For all his wacky buildup about the ethics of disclosing such a fact this was
a pretty sorry payoff. It is exactly what I would predict from the results of
such a study. For something to be insidious enough to consider not telling the
public about it I would expect it to at least be both born out by empirical
evidence AND counter-intuitive.

------
dfranke
It seems like it ought to be easy to fool the user's unconscious processes
that determine fixation while still making clear at a conscious level what is
and is not an ad. For example, match the color scheme and typography of ads
with the rest of the site, but clearly label them as "sponsored links". While
it's possible that you might annoy users this way, it would be a real stretch
to call it unethical.

------
aston
This information is pretty unsurprising.
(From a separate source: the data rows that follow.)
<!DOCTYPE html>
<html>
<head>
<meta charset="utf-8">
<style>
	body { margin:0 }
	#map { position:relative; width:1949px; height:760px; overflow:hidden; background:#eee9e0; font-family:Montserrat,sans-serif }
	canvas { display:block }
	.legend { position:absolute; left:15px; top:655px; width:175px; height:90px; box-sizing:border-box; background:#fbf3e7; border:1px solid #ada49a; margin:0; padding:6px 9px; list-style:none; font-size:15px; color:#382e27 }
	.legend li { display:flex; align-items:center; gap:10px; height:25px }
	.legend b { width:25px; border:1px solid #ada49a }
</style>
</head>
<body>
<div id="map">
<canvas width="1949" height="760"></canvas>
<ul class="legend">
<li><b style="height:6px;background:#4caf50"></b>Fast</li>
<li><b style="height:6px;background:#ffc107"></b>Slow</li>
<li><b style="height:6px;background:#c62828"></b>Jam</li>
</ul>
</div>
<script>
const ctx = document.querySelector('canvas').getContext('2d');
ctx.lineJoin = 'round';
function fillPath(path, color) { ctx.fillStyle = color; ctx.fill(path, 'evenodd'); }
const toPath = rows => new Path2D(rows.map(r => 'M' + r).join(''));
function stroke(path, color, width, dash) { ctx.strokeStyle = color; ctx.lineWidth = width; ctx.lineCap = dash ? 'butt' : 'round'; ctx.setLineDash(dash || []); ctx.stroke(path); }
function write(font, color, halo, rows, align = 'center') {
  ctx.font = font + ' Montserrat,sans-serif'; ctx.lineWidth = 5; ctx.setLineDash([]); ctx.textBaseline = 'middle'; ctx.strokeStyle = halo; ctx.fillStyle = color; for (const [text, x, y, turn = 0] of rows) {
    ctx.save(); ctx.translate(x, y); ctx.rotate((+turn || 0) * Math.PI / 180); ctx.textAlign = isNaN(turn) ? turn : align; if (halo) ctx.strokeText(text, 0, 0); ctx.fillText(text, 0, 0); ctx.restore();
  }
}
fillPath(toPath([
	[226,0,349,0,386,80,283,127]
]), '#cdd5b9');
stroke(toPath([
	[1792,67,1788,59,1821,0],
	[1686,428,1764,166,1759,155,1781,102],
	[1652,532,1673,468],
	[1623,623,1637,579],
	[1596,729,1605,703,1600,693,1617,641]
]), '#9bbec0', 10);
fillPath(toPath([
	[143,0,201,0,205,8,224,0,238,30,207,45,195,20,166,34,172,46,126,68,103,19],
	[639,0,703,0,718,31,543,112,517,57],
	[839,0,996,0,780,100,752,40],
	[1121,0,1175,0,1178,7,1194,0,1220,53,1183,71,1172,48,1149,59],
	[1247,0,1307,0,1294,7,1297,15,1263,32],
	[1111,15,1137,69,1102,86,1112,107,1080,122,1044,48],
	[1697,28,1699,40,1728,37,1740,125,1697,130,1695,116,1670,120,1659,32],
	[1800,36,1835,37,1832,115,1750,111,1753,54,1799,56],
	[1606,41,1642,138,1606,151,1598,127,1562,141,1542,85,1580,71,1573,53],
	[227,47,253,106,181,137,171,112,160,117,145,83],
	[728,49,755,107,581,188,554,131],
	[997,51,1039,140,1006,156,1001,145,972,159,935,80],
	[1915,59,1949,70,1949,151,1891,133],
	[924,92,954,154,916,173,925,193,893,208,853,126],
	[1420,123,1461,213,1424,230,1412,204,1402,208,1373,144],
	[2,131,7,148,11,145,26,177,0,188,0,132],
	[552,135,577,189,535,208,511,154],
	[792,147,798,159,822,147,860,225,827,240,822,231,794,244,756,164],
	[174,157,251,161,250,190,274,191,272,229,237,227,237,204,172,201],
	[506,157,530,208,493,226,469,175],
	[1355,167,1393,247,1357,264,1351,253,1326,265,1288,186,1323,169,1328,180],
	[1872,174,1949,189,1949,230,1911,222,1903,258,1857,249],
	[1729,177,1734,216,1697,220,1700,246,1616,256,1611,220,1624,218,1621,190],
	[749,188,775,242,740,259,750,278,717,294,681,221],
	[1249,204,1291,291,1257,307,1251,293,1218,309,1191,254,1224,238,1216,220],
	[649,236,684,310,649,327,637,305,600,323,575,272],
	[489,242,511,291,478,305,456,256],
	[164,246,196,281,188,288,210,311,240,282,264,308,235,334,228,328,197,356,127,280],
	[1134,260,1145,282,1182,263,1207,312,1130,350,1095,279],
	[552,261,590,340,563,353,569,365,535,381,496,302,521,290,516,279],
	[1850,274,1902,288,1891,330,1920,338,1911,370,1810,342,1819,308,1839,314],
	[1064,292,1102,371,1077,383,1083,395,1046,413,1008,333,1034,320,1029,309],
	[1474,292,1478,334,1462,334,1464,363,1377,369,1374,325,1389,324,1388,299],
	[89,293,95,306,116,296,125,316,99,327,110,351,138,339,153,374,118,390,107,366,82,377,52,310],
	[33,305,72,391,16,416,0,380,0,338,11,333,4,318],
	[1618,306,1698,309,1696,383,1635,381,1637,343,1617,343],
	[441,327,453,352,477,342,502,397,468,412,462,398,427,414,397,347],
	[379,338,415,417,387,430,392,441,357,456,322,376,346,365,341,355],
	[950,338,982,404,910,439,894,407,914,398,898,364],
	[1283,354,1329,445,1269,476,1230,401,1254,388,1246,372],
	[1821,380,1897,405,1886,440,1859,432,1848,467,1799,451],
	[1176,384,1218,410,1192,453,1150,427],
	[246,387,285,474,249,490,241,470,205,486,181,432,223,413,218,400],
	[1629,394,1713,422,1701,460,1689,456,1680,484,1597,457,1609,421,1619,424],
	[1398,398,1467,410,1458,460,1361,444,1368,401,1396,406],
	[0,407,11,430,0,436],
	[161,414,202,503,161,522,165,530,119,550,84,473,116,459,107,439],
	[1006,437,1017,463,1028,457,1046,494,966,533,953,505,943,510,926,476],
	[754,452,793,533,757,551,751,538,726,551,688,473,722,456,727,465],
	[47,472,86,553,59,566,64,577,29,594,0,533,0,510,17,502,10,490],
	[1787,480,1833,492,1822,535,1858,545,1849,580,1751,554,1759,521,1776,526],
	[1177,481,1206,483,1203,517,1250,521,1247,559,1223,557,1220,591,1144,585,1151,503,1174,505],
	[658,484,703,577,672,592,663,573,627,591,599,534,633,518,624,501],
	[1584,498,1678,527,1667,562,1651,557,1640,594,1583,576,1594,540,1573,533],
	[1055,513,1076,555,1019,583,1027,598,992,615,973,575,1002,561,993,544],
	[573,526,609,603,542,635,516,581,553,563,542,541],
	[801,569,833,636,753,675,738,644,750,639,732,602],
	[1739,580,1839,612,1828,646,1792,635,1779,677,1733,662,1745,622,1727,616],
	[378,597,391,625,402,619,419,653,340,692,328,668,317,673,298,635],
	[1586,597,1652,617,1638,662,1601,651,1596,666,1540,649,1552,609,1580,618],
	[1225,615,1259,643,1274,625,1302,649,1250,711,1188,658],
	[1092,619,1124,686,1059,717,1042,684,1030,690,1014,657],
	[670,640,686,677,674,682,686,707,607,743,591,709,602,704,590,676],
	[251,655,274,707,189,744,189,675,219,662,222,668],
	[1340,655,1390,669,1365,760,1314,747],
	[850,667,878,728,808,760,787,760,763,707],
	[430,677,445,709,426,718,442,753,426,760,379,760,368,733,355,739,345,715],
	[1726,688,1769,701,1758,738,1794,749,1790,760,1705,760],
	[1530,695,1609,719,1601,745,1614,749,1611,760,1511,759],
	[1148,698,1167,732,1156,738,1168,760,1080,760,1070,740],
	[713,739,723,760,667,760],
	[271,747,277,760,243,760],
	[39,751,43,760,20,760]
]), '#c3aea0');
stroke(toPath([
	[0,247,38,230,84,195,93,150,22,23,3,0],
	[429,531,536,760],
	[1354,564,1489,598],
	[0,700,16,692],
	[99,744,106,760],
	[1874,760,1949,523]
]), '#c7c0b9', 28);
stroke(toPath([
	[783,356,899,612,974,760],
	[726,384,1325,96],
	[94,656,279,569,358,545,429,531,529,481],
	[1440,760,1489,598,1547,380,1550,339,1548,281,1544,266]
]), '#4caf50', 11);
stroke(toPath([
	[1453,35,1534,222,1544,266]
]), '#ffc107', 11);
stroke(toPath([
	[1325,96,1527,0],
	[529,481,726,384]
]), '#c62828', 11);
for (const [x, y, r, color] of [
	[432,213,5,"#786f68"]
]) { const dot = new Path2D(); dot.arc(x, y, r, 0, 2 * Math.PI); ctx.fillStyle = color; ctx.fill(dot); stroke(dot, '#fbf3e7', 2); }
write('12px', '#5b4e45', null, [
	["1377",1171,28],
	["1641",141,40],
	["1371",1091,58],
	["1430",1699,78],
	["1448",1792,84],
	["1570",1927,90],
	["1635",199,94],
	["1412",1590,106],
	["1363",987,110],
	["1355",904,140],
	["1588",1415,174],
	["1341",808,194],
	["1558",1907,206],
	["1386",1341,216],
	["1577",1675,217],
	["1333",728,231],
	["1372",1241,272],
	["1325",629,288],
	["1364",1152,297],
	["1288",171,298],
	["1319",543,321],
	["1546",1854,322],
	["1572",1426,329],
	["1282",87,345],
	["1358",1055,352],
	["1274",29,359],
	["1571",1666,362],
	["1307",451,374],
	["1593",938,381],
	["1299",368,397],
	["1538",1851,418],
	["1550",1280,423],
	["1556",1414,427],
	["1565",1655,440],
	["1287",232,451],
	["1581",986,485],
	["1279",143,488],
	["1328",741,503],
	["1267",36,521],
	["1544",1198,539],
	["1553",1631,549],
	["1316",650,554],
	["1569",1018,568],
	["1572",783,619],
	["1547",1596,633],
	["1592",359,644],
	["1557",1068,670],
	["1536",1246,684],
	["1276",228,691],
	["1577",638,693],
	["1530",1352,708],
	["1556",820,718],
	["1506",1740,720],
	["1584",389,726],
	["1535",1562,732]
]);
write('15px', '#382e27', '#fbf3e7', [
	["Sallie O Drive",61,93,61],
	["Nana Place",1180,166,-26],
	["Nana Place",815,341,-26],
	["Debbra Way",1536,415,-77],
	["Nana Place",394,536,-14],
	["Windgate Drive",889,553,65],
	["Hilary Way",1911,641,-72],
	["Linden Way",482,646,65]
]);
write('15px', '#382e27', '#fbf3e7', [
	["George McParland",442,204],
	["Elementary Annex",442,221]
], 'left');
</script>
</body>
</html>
That said, I think Nielson is
discounting to some degree the effect of good typography/page layout in this
discussion.

Pages that are designed well will focus the attention of the audience on the
content being delivered. Note that the users also aren't looking at other
things that seem to be accessory, like the navigation panes. In the end,
though, that's just another argument to try to blend ads into the content area
of the site, ethical or not.

------
blored
Wow, the most impressive part of the article is the eye heat map.